In order to explore clinical and demographic factors associated with report of SI at the time of last treatment, a logistic model was conducted on the outcome of QIDS-reported SI (vs. no SI). In this model, baseline SI was associated with a higher odds of SI at the end of treatment OR= 15.77 (95% CI: 11.3, 21.9; p<0.001). This relationship was maintained when the model was adjusted for confounders with ORadj=16.56 (95% CI: 11.7, 23.4; p<0.001). Based on this adjusted model, 96.7% of patients without SI at baseline remained free of SI at the time of last observation, while 64.0% of patients with baseline SI had resolution of SI at time of last observation once confounders were adjusted for (Table 2).

Table 2:

proportions of patients with and without baseline SI who do or do not have SI at the time of last treatment.
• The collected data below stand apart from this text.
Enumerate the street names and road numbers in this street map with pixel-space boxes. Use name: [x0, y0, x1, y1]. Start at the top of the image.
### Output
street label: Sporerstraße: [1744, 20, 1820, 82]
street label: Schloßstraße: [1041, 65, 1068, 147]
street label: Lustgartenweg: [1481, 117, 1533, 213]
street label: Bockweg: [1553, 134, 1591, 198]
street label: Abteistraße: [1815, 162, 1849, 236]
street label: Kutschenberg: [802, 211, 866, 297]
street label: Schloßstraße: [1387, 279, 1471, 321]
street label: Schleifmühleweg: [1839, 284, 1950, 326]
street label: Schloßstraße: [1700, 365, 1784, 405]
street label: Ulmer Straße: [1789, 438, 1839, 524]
Presented are unadjusted proportions and proportions adjusted for age, inpatient (vs outpatient), baseline BASIS-24 total score, baseline MOCA total score, perceived health (excellent/very good vs poor/very poor and good vs poor/very poor), marital status (with partner vs no partner), race (White vs not White), and pulse width (≤0.37 vs >0.37).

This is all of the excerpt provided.